Molte volte, in passato, ho sentito dire che certi preti, anche se avevano ottenuto buoni risultati nella loro attività pastorale, per la volontà di rimanere abbarbicati alla loro sedia e soprattutto per la scarsa fiducia nelle nuove generazioni, hanno finito per distruggere quello che avevano costruito. Ora questo pericolo non c’è quasi più perché una norma ecclesiastica stabilisce che i parroci diano le dimissioni a settantacinque anni, cosa che ho fatto con convinzione sia per obbedire alla norma, sia perché temevo che le mie attività implodessero a causa della mia fragilità ma soprattutto perché convinto che “il domani nasce dove i giovani pongono gli occhi”.

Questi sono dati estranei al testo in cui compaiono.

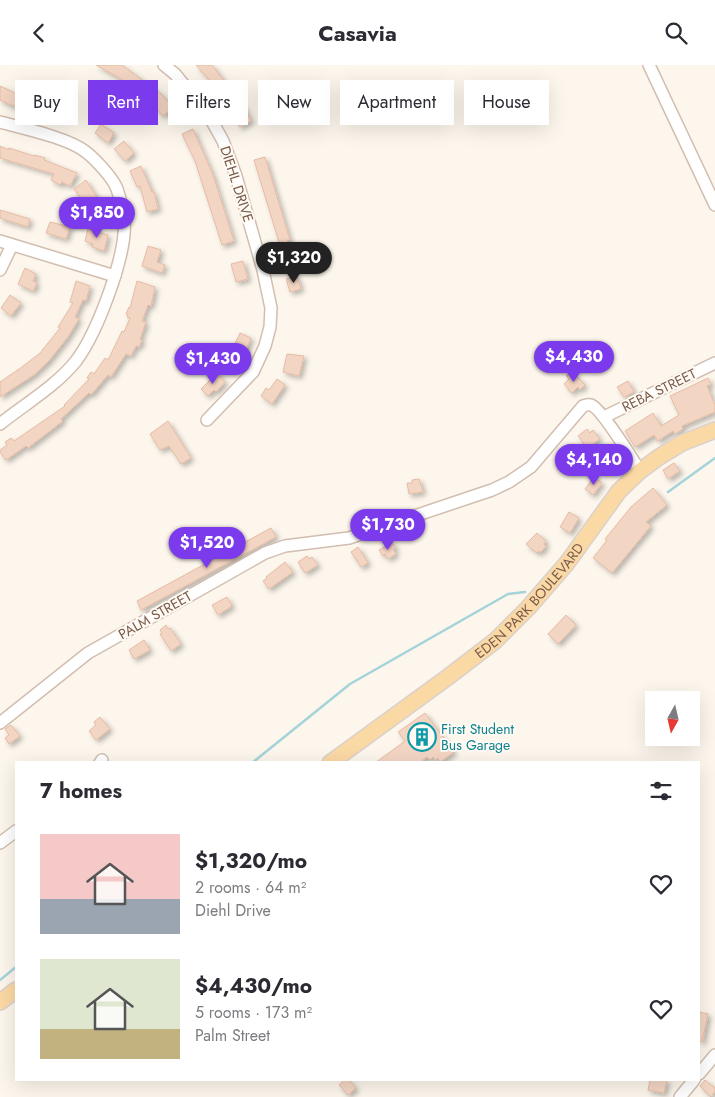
<!DOCTYPE html>
<html lang="en">
<head>
<meta charset="utf-8">
<style>
	:root { --surface:#fff; --page:#f2f2f3; --text:#2b2b33; --muted:#7c7c81; --accent:#7c3aed }
	body { margin:0; font-family:Jost,sans-serif; background:var(--page); color:var(--text); height:100vh; display:flex; flex-direction:column; font-size:19px; white-space:nowrap }
	* { box-sizing:border-box; margin:0 }
	p { font-size:16px; color:var(--muted) }
	.icon { flex:none; width:28px; height:28px; fill:none; stroke:currentColor; stroke-width:2; stroke-linecap:round; stroke-linejoin:round }
	.map { position:relative; flex:1; overflow:hidden }
	.drawer { position:absolute; left:15px; top:696px; width:685px; height:320px; display:flex; flex-direction:column; background:var(--surface); border-radius:0px; box-shadow:0 5px 20px #0002 }
	.drawer>* { flex:none }
	.banner { position:absolute; left:15px; top:15px; width:685px; height:45px; display:flex; gap:10px }
	.needle { width:32px; rotate:188deg }
	.tools { position:absolute; left:645px; top:626px; display:grid; gap:10px }
	.tools a { display:grid; place-items:center; width:55px; height:55px; border-radius:0px; background:var(--surface); box-shadow:0 5px 20px #0002; font-size:25px }
	.price { position:absolute; translate:-50% -42px; padding:0 11px; border-radius:18px; background:var(--accent); color:#fff; font-size:16px; line-height:32px; filter:drop-shadow(0 1px 2px #0008) }
	.price::after { content:''; position:absolute; left:50%; top:30px; width:15px; height:11px; margin-left:-8px; background:inherit; clip-path:polygon(0 0,100% 0,50% 100%) }
	.price.selected { background:#222; color:#fff }
	ul { padding:0; list-style:none }
	li { display:flex; align-items:center; gap:15px; height:125px; padding:0 25px }
	li span { display:grid; place-items:center; flex:none; width:140px; height:100px; border-radius:0px; color:#555 }
	li>.icon { margin-inline-start:auto }
	span .icon { width:60px; height:60px; fill:#fffc; stroke-width:1 }
	li b { font-size:21px }
	h2 { display:flex; justify-content:space-between; align-items:center; height:60px; padding:0 25px; font-size:21px }
	.tag { padding:0 18px; border-radius:0px; background:var(--surface); box-shadow:0 5px 20px #0002; font-size:18px; line-height:45px }
	.tag.selected { background:var(--accent); color:#fff }
	header { display:flex; justify-content:space-between; align-items:center; height:65px; padding:0 25px; background:var(--surface); font-size:22px; font-weight:700 }
	.map>svg:first-child { display:block }
	.lines { fill:none; stroke-linecap:round; stroke-linejoin:round }
	.stream { stroke:#a5d3da; stroke-width:2.5 }
	.building { fill:#f3d5c3; stroke:#e6bba3; filter:url(#shadow) }
	.minor-casing { stroke:#d1beb0; stroke-width:14 }
	.major-casing { stroke:#dad1cd; stroke-width:18 }
	.minor { stroke:#fff; stroke-width:11 }
	.major { stroke:#fbd9a5; stroke-width:15 }
	.labels { text-anchor:middle; stroke-width:4; stroke-linejoin:round; paint-order:stroke }
	.street-label { font-size:14px; fill:#7a5c4d; stroke:#fffaf3 }
	.culture-label { font-size:14px; fill:#0d838f; stroke:#fffaf3; text-anchor:start }
</style>
</head>
<body>
<header><svg class="icon" aria-label="back" viewBox="0 0 24 24"><path d="M15 5l-7 7 7 7"/></svg>Casavia<svg class="icon" aria-label="search" viewBox="0 0 24 24"><circle cx="10" cy="10" r="6"/><path d="M15 15l6 6"/></svg></header>
<div class="map">
<svg width="715" height="1032" viewBox="0 0 715 1032">
	<defs>
		<filter id="shadow"><feDropShadow dx="3" dy="3" stdDeviation="2.5" flood-color="#0004"/></filter>
	</defs>
	<rect width="100%" height="100%" fill="#fdf6ec"/>
	<g class="lines">
		<g class="stream">
			<polyline points="668,427 715,393"/>
			<polyline points="252,698 350,619 508,529 525,527"/>
			<polyline points="0,915 16,902"/>
		</g>
	</g>
	<g class="building">
		<polygon points="96,0 122,0 161,29 173,42 163,51 145,31 128,18"/>
		<polygon points="196,0 212,0 244,42 251,56 240,62 233,49 234,48 216,23"/>
		<polygon points="0,21 15,28 45,36 45,34 47,35 49,29 56,31 54,36 66,40 62,52 55,50 54,52 11,40 0,35"/>
		<polygon points="101,59 114,68 108,78 95,68"/>
		<polygon points="193,64 213,110 234,176 222,180 195,96 182,69"/>
		<polygon points="124,76 134,88 125,96 114,84"/>
		<polygon points="0,81 9,85 9,83 34,91 35,90 45,93 44,95 77,108 70,121 62,117 60,120 51,115 54,109 0,93"/>
		<polygon points="265,92 290,175 287,176 293,197 282,200 278,188 282,187 254,95"/>
		<polygon points="141,101 152,127 154,127 158,144 147,147 140,121 137,122 130,106"/>
		<polygon points="86,115 98,134 87,142 74,124"/>
		<polygon points="0,145 30,154 28,162 0,153"/>
		<polygon points="50,157 70,162 66,174 46,168"/>
		<polygon points="88,164 108,170 104,186 92,182 93,179 85,176"/>
		<polygon points="148,181 161,185 157,197 165,200 162,208 142,201"/>
		<polygon points="243,196 248,214 236,217 231,199"/>
		<polygon points="25,203 36,209 33,216 37,218 33,226 18,219"/>
		<polygon points="297,211 301,224 290,227 286,214"/>
		<polygon points="76,216 90,221 86,236 83,235 75,252 79,254 68,272 48,297 34,310 0,332 0,317 22,302 40,288 60,263 58,262 73,238 70,237"/>
		<polygon points="137,216 155,222 151,241 148,240 142,256 146,257 140,274 142,275 139,282 136,281 131,291 126,289 111,312 108,310 91,330 89,328 61,354 63,356 28,383 26,381 6,395 0,387 0,385 7,380 5,377 11,373 14,376 65,341 64,340 89,314 87,313 91,307 94,309 105,293 108,295 122,266 124,267 130,253 127,252 128,250 126,249 129,242 130,243"/>
		<polygon points="10,230 21,238 11,251 1,243"/>
		<polygon points="240,268 251,273 243,292 231,287"/>
		<polygon points="287,289 304,291 299,311 283,307"/>
		<polygon points="571,306 585,320 580,325 578,322 572,328 564,319 569,314 566,311"/>
		<polygon points="217,308 225,317 216,327 214,325 208,331 201,324"/>
		<polygon points="708,313 711,319 707,321 715,340 715,347 682,361 683,364 675,369 673,366 658,376 654,370 635,382 625,366 653,348 661,361 679,350 670,331"/>
		<polygon points="277,314 285,320 272,339 261,331 266,323 269,325"/>
		<polygon points="628,316 634,327 624,332 617,322"/>
		<polygon points="168,356 191,393 181,399 169,381 160,385 150,369"/>
		<polygon points="587,364 590,368 593,365 600,374 587,383 578,371"/>
		<polygon points="674,398 680,406 668,414 663,405"/>
		<polygon points="594,412 602,418 593,430 585,424"/>
		<polygon points="419,414 423,427 409,429 407,418 412,418 412,415"/>
		<polygon points="653,423 667,440 646,457 651,461 612,508 593,493 607,475 605,474 631,442"/>
		<polygon points="569,447 579,453 570,468 560,462"/>
		<polygon points="271,463 276,472 141,545 137,536"/>
		<polygon points="537,468 546,476 544,479 546,481 540,488 539,486 537,488 526,479"/>
		<polygon points="392,477 396,483 393,484 396,489 388,494 385,489 383,491 379,485"/>
		<polygon points="358,482 368,498 361,502 351,487"/>
		<polygon points="307,491 309,494 312,492 318,500 305,508 298,497"/>
		<polygon points="285,497 293,507 269,524 263,516 267,513 266,512"/>
		<polygon points="227,532 232,541 218,550 212,540"/>
		<polygon points="566,550 576,560 558,579 548,569"/>
		<polygon points="166,560 168,564 170,563 181,579 171,586 160,569 162,568 160,565"/>
		<polygon points="144,575 150,585 134,594 129,585"/>
		<polygon points="425,648 454,687 440,697 438,693 435,695 433,692 430,695 427,692 419,698 375,698 405,676 398,667"/>
		<polygon points="100,652 110,664 96,675 89,666 96,660 94,657"/>
		<polygon points="11,660 20,671 9,679 5,673 9,670 5,664"/>
		<polygon points="699,947 708,949 702,977 699,976"/>
		<polygon points="344,1015 349,1015 356,1023 348,1030 339,1020"/>
		<polygon points="650,1015 667,1015 664,1028 648,1025"/>
		<polygon points="705,1015 715,1023 715,1026 711,1032 700,1021"/>
	</g>
	<g class="lines">
		<defs>
			<g id="minor">
				<polyline points="164,0 175,9 208,49 223,76 236,111 263,205 271,243 270,262 265,281 253,307 207,355"/>
				<polyline points="649,0 715,140"/>
				<path d="M0,57C22,63 69,73 86,87C95,94 113,113 117,124C120,133 123,145 124,154C128,188 97,268 76,296C56,321 25,339 0,359"/>
				<polyline points="0,176 115,211"/>
				<polyline points="0,205 12,180"/>
				<polyline points="604,352 715,298"/>
				<path d="M0,658L88,588L265,488L285,481L349,473L492,425L509,417L531,402L583,341C586,340 588,339 591,340C601,343 633,395 640,406"/>
				<polyline points="100,698 102,695"/>
				<polyline points="0,778 16,766"/>
				<polyline points="699,1009 715,990"/>
				<polyline points="680,1032 694,1015"/>
			</g>
			<g id="major">
				<path id="s1" d="M330,698L448,612L495,576L528,543L567,498L619,426L640,406L659,392L682,378L715,365"/>
				<polyline points="0,937 16,925"/>
			</g>
		</defs>
		<use href="#minor" class="minor-casing"/>
		<use href="#major" class="major-casing"/>
		<use href="#minor" class="minor"/>
		<use href="#major" class="major"/>
	</g>
	<defs>
		<symbol id="building-ring" viewBox="-11 -11 22 22"><circle r="9.5" fill="#fffaf3" stroke="#0f9aa8" stroke-width="1.5"/><path d="M-4-6H4V6H1V3H-1V6H-4ZM-2.5-4.3h1.7v1.8h-1.7ZM.8-4.3h1.7v1.8H.8ZM-2.5-1h1.7V.8h-1.7ZM.8-1h1.7V.8H.8Z" fill="#0f9aa8"/></symbol>
	</defs>
	<g fill-rule="evenodd">
		<use href="#building-ring" x="406" y="656" width="32" height="32"/>
	</g>
	<g class="labels">
		<g class="street-label">
			<text transform="translate(237 119) rotate(72)" y="5">DIEHL DRIVE</text>
			<text transform="translate(659 325) rotate(-26)" y="5">REBA STREET</text>
			<text dy="5" stroke="none"><textPath href="#s1" startOffset="258">EDEN PARK BOULEVARD</textPath></text>
			<text transform="translate(155 550) rotate(-30)" y="5">PALM STREET</text>
		</g>
		<g class="culture-label">
			<text x="441" y="669">First Student<tspan x="441" dy="16">Bus Garage</tspan></text>
		</g>
	</g>
</svg>
<div class="tools">
<a><svg class="needle" viewBox="-14 -14 28 28"><path d="M0-13l5 13h-10z" fill="#e53935"/><path d="M0 13l5-13h-10z" fill="#7c7c81"/></svg></a>
</div>
<b class="price" style="left:97px;top:174px">$1,850</b>
<b class="price selected" style="left:294px;top:219px">$1,320</b>
<b class="price" style="left:574px;top:318px">$4,430</b>
<b class="price" style="left:213px;top:320px">$1,430</b>
<b class="price" style="left:594px;top:421px">$4,140</b>
<b class="price" style="left:388px;top:486px">$1,730</b>
<b class="price" style="left:207px;top:504px">$1,520</b>
<div class="banner">
<a class="tag">Buy</a>
<a class="tag selected">Rent</a>
<a class="tag">Filters</a>
<a class="tag">New</a>
<a class="tag">Apartment</a>
<a class="tag">House</a>
</div>
<section class="drawer">
<h2>7 homes<svg class="icon" aria-label="filters" viewBox="0 0 24 24"><path d="M4 7h16M4 17h16"/><circle cx="9" cy="7" r="2"/><circle cx="15" cy="17" r="2"/></svg></h2>
<ul>
<li><span style="background:linear-gradient(#f6c9c9 65%,#9aa5b1 0)"><svg class="icon" aria-label="home" viewBox="0 0 24 24"><path d="M3 11l9-7 9 7M6 9v11h12V9"/></svg></span><div><b>$1,320/mo</b><p>2 rooms · 64 m²</p><p>Diehl Drive</p></div><svg class="icon" aria-label="heart" viewBox="0 0 24 24"><path d="M12 20l-8-8c-3-5 5-10 8-4 3-6 11-1 8 4z"/></svg></li>
<li><span style="background:linear-gradient(#dfe7d0 70%,#c2b280 0)"><svg class="icon" aria-label="home" viewBox="0 0 24 24"><path d="M3 11l9-7 9 7M6 9v11h12V9"/></svg></span><div><b>$4,430/mo</b><p>5 rooms · 173 m²</p><p>Palm Street</p></div><svg class="icon" aria-label="heart" viewBox="0 0 24 24"><path d="M12 20l-8-8c-3-5 5-10 8-4 3-6 11-1 8 4z"/></svg></li>
</ul>
</section>
</div>
</body>
</html>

Oggi l’evoluzione è molto rapida ed è facilissimo essere sorpassati, sono perciò contento delle scelte che ho fatto e, anche se ho continuato a fare il prete a tempo pieno, l’ho fatto però in settori meno impegnativi. Ho offerto collaborazione al mio successore don Gianni e quando mi ha chiesto un aiuto ho risposto ben volentieri, purtroppo però le sue emergenze più assillanti provengono dal settore giovanile, ambiente in cui sono ben cosciente di essere ormai fuori corso. Per quanto riguarda i Centri Don Vecchi, le cose sono andate diversamente. Ho scelto di ritirarmi dall’impegno attivo perché ho pensato che, se volevo che queste iniziative di ordine solidale avessero un domani, era indispensabile che fossero affidate ad un giovane in grado di farsi le ossa con l’esperienza. Avrei potuto continuare, e forse ne avrei avuto la possibilità, però vi ho rinunciato consapevolmente anche se mi è costato; ora mi limito a suggerire, stimolare, criticare senza decidere. Sono contento nel vedere che il mondo continua bene anche senza di me.

L’altro ieri sono stato agli Arzeroni e la struttura del “Don Vecchi 6”, che non è destinata agli anziani e quindi forse dovrebbe avere un altro nome, è già arrivata al tetto e la disponibilità economica molto probabilmente consentirà di portarlo a termine. In tutta onestà devo dire che anche se sono stato io a “concepirlo” a realizzare l’opera sono stati altri. Questo non mi dispiace anzi mi fa felice e mi fa sperare che la nuova struttura, destinata alle criticità abitative, non rappresenti la fine ma solo una tappa del tentativo di trasformare Mestre, attraverso un nuovo servizio per i cittadini in difficoltà, in una città solidale.